TASK REQUIREMENTS >>
An exact reproduction of each record is required.

======== DATA RECORDS ========

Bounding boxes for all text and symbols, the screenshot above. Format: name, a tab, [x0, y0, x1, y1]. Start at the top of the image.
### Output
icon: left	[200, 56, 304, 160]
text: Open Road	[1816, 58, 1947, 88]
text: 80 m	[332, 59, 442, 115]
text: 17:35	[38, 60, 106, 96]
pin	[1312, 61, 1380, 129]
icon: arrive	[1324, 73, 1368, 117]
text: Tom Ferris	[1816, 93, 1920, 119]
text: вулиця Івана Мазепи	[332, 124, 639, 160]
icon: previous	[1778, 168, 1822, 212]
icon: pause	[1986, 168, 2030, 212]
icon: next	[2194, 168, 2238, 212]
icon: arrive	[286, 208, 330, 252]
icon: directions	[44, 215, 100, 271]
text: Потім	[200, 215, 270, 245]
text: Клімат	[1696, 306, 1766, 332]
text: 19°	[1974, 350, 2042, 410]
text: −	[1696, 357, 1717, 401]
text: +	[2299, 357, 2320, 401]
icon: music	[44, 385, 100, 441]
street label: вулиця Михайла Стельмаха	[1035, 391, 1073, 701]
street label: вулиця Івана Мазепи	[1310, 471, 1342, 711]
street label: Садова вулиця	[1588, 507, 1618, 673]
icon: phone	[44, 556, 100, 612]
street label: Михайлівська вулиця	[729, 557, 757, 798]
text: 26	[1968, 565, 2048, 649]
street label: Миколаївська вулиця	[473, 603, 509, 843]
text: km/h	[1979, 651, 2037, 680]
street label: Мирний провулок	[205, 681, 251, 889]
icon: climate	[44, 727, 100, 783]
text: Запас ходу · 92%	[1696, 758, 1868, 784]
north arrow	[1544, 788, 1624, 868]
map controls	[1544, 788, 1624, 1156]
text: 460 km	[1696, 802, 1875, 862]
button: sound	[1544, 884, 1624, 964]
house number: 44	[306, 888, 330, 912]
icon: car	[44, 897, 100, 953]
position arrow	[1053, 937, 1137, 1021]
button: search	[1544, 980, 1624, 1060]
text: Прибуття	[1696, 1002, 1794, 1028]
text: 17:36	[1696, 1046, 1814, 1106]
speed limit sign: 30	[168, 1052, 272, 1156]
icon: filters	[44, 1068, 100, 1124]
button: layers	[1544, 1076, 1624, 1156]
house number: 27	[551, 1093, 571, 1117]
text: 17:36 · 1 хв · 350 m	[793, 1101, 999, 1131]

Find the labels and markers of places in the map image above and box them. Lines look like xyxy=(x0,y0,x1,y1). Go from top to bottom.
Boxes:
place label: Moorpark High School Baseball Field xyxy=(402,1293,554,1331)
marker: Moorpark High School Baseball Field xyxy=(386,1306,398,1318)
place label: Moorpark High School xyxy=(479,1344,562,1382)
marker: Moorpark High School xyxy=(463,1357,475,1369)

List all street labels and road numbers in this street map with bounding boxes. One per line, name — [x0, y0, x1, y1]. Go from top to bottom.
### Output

========

RESULT FOR THIS EXERCISE >>
Bounding boxes for all text and symbols, the screenshot above. Format: name, a tab, [x0, y0, x1, y1]. Start at the top of the image.
### Output
icon: left	[200, 56, 304, 160]
text: Open Road	[1816, 58, 1947, 88]
text: 80 m	[332, 59, 442, 115]
text: 17:35	[38, 60, 106, 96]
pin	[1312, 61, 1380, 129]
icon: arrive	[1324, 73, 1368, 117]
text: Tom Ferris	[1816, 93, 1920, 119]
text: вулиця Івана Мазепи	[332, 124, 639, 160]
icon: previous	[1778, 168, 1822, 212]
icon: pause	[1986, 168, 2030, 212]
icon: next	[2194, 168, 2238, 212]
icon: arrive	[286, 208, 330, 252]
icon: directions	[44, 215, 100, 271]
text: Потім	[200, 215, 270, 245]
text: Клімат	[1696, 306, 1766, 332]
text: 19°	[1974, 350, 2042, 410]
text: −	[1696, 357, 1717, 401]
text: +	[2299, 357, 2320, 401]
icon: music	[44, 385, 100, 441]
street label: вулиця Михайла Стельмаха	[1035, 391, 1073, 701]
street label: вулиця Івана Мазепи	[1310, 471, 1342, 711]
street label: Садова вулиця	[1588, 507, 1618, 673]
icon: phone	[44, 556, 100, 612]
street label: Михайлівська вулиця	[729, 557, 757, 798]
text: 26	[1968, 565, 2048, 649]
street label: Миколаївська вулиця	[473, 603, 509, 843]
text: km/h	[1979, 651, 2037, 680]
street label: Мирний провулок	[205, 681, 251, 889]
icon: climate	[44, 727, 100, 783]
text: Запас ходу · 92%	[1696, 758, 1868, 784]
north arrow	[1544, 788, 1624, 868]
map controls	[1544, 788, 1624, 1156]
text: 460 km	[1696, 802, 1875, 862]
button: sound	[1544, 884, 1624, 964]
house number: 44	[306, 888, 330, 912]
icon: car	[44, 897, 100, 953]
position arrow	[1053, 937, 1137, 1021]
button: search	[1544, 980, 1624, 1060]
text: Прибуття	[1696, 1002, 1794, 1028]
text: 17:36	[1696, 1046, 1814, 1106]
speed limit sign: 30	[168, 1052, 272, 1156]
icon: filters	[44, 1068, 100, 1124]
button: layers	[1544, 1076, 1624, 1156]
house number: 27	[551, 1093, 571, 1117]
text: 17:36 · 1 хв · 350 m	[793, 1101, 999, 1131]

Find the labels and markers of places in the map image above and box them. Lines look like xyxy=(x0,y0,x1,y1). Go from top to bottom.
Boxes:
place label: Moorpark High School Baseball Field xyxy=(402,1293,554,1331)
marker: Moorpark High School Baseball Field xyxy=(386,1306,398,1318)
place label: Moorpark High School xyxy=(479,1344,562,1382)
marker: Moorpark High School xyxy=(463,1357,475,1369)

List all street labels and road numbers in this street map with bounding boxes. One per line, name — [x0, y0, x1, y1]. Go from top to bottom.
### Output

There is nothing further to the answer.